Programs are universal in that they are available to all families with young children in disadvantaged areas. There is considerable variation in how programs are implemented since each decides its own curriculum. Programs cover outreach and home visiting, support for families and parents, good quality play, learning and child care, health care and support for children with special needs. Despite mixed evaluation results, Sure Start programs have been extended and subsumed into a broader policy to provide children's centers.

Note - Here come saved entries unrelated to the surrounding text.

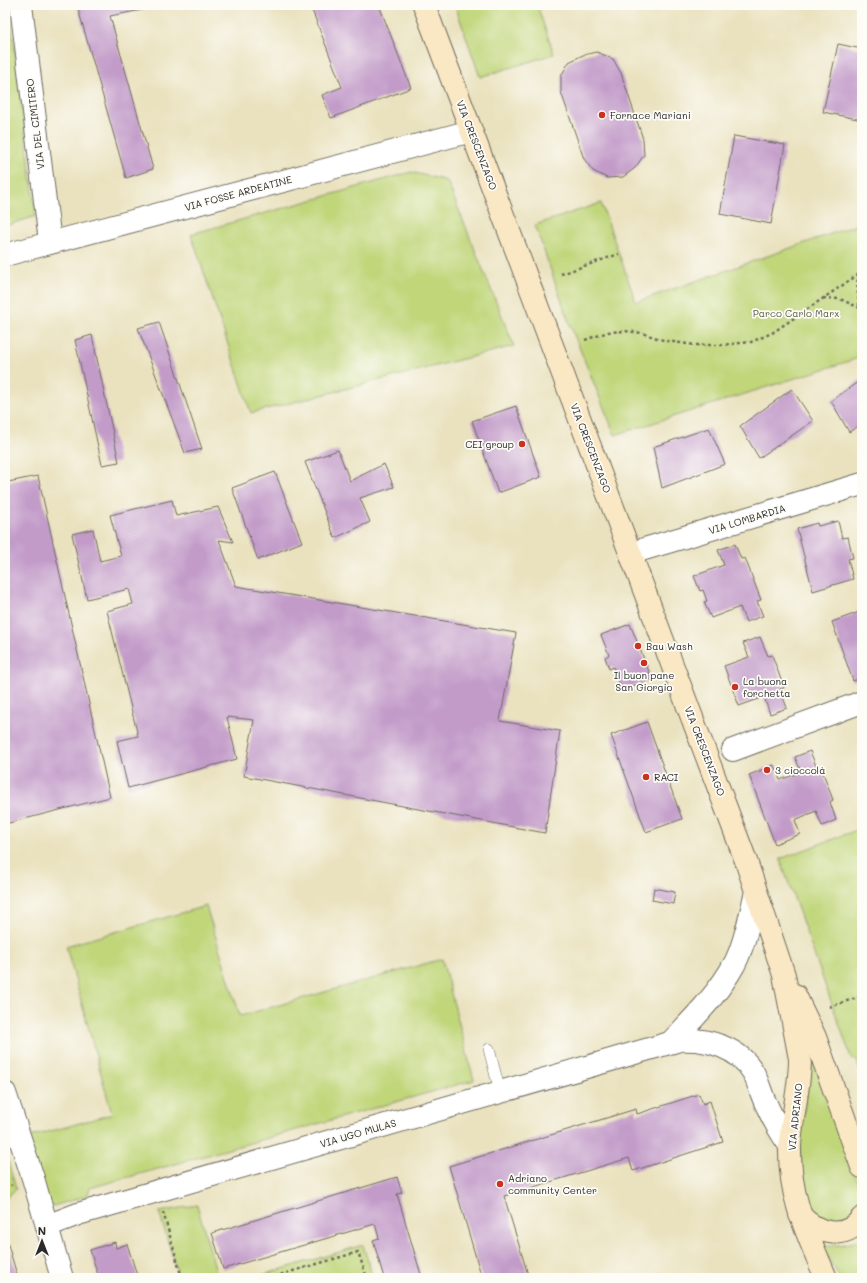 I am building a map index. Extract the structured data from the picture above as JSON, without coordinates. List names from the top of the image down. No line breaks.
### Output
{"streets":{"street":["VIA DEL CIMITERO","VIA CRESCENZAGO","VIA FOSSE ARDEATINE","VIA LOMBARDIA","VIA ADRIANO","VIA UGO MULAS"]},"crossings":[["VIA DEL CIMITERO","VIA FOSSE ARDEATINE"],["VIA CRESCENZAGO","VIA FOSSE ARDEATINE"],["VIA CRESCENZAGO","VIA LOMBARDIA"],["VIA CRESCENZAGO","VIA ADRIANO"],["VIA ADRIANO","VIA UGO MULAS"]],"parks":["Parco Carlo Marx"],"places":["Fornace Mariani","CEI group","Bau Wash","Il buon pane San Giorgio","La buona forchetta","3 cioccolà","RACI","Adriano community Center"],"north":"top"} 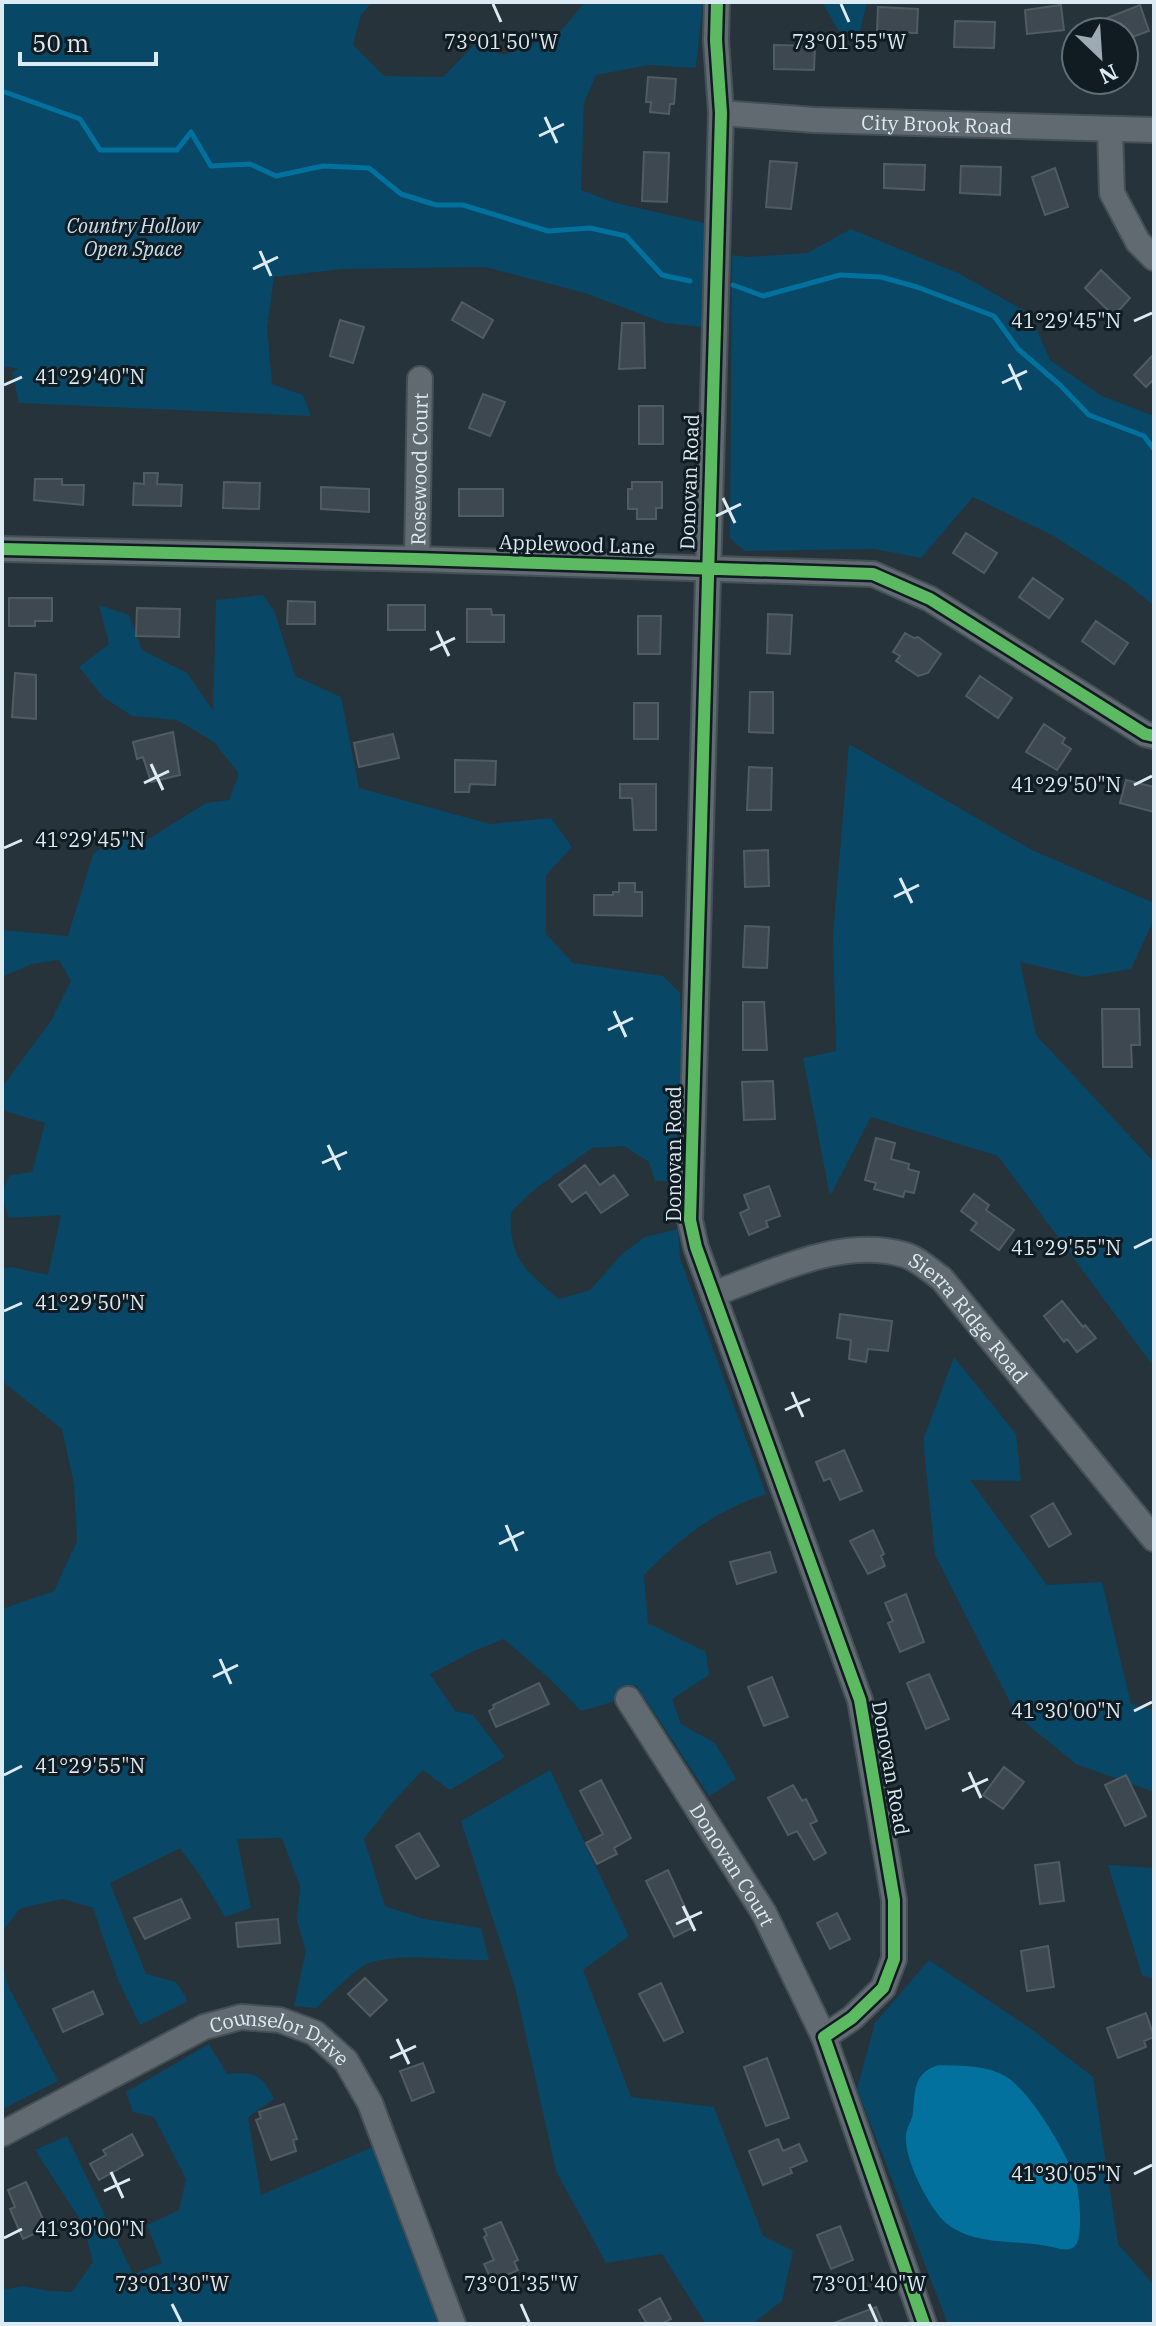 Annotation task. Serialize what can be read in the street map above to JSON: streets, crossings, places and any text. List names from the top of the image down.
{
  "streets": {
    "street": [
      "City Brook Road",
      "Rosewood Court",
      "Donovan Road",
      "Applewood Lane",
      "Sierra Ridge Road",
      "Donovan Court",
      "Counselor Drive"
    ]
  },
  "crossings": [
    ["City Brook Road", "Donovan Road"],
    ["Rosewood Court", "Applewood Lane"],
    ["Donovan Road", "Applewood Lane"],
    ["Donovan Road", "Sierra Ridge Road"],
    ["Donovan Road", "Donovan Court"]
  ],
  "parks": ["Country Hollow Open Space"],
  "scale_bar": "50 m",
  "north": "bottom right",
  "coordinates": [
    "73°01'50\"W",
    "73°01'55\"W",
    "41°29'45\"N",
    "41°29'40\"N",
    "41°29'50\"N",
    "41°29'55\"N",
    "41°30'00\"N",
    "41°30'05\"N",
    "73°01'30\"W",
    "73°01'35\"W",
    "73°01'40\"W"
  ]
} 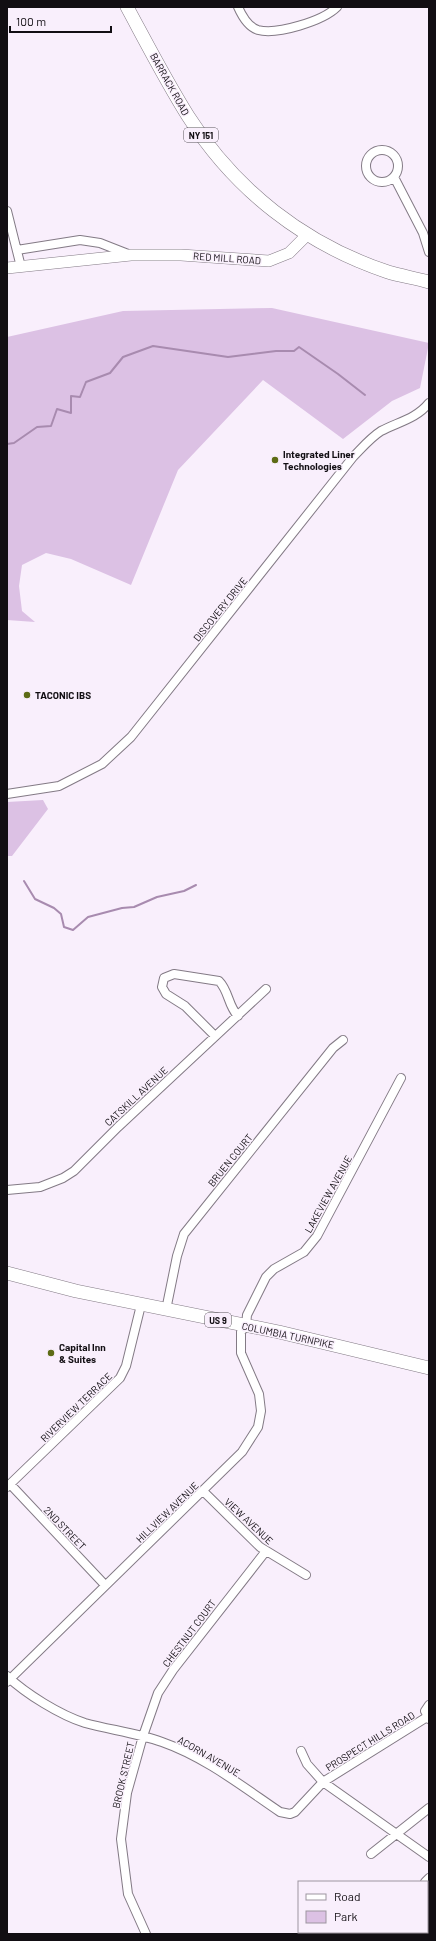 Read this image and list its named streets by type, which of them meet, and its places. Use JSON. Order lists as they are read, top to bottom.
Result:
{
  "streets": {
    "main road": [
      "BARRACK ROAD",
      "NY 151",
      "US 9",
      "COLUMBIA TURNPIKE"
    ],
    "street": [
      "RED MILL ROAD",
      "DISCOVERY DRIVE",
      "CATSKILL AVENUE",
      "BRUEN COURT",
      "LAKEVIEW AVENUE",
      "RIVERVIEW TERRACE",
      "HILLVIEW AVENUE",
      "VIEW AVENUE",
      "2ND STREET",
      "CHESTNUT COURT",
      "PROSPECT HILLS ROAD",
      "ACORN AVENUE",
      "BROOK STREET"
    ]
  },
  "crossings": [
    ["BARRACK ROAD", "NY 151"],
    ["BARRACK ROAD", "RED MILL ROAD"],
    ["NY 151", "RED MILL ROAD"],
    ["BRUEN COURT", "COLUMBIA TURNPIKE"],
    ["LAKEVIEW AVENUE", "COLUMBIA TURNPIKE"],
    ["LAKEVIEW AVENUE", "HILLVIEW AVENUE"],
    ["COLUMBIA TURNPIKE", "RIVERVIEW TERRACE"],
    ["COLUMBIA TURNPIKE", "HILLVIEW AVENUE"],
    ["RIVERVIEW TERRACE", "2ND STREET"],
    ["HILLVIEW AVENUE", "VIEW AVENUE"],
    ["HILLVIEW AVENUE", "2ND STREET"],
    ["HILLVIEW AVENUE", "ACORN AVENUE"],
    ["VIEW AVENUE", "CHESTNUT COURT"],
    ["CHESTNUT COURT", "ACORN AVENUE"],
    ["CHESTNUT COURT", "BROOK STREET"],
    ["PROSPECT HILLS ROAD", "ACORN AVENUE"],
    ["ACORN AVENUE", "BROOK STREET"]
  ],
  "places": ["Integrated Liner Technologies", "TACONIC IBS", "Capital Inn & Suites"],
  "legend": ["Road", "Park"],
  "scale_bar": "100 m"
}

Family Nurse Partnership is a program for vulnerable, first time, young parents based on David Olds’s Nurse Family Partnership, developed and licensed in the United States for the past 30 years.
FNP nurses visit parents at home and from early pregnancy until the child is two years old. During that time the positive effects of the program are said to include better antenatal health, better school readiness and better connection to social networks and employments. These outcomes are achieved following the development of a close and supportive relationship between the nurses and families, through which the nurse is able to help improve parenting skills and adopt healthier lifestyles.
The UK government made a commitment to trial the Family Nurse Partnership model as part of a drive to reduce social exclusion in 2006. Successful initial results led to massive financial investment in the program and extending it to include a number of new sites. It is being evaluated by researchers at Birbeck College, London.
See also: Nurse Family Partnership.
Nurse Family Partnership is a home visiting early intervention program for first-time low-income mothers and their families. It focuses on personal and environmental health, the quality of care for the child, the mothers’ education and employment and their social resources.
Its goals are healthier pregnancies, improved child development and health and greater self-sufficiency. Engagement with the program starts during pregnancy and involves home visits by trained nurses, referrals to community resources, and the development of within-family resources for the child. The Nurse Family Partnership is a home visiting early intervention program for first-time low-income mothers and their families. is a Blueprints Model Program.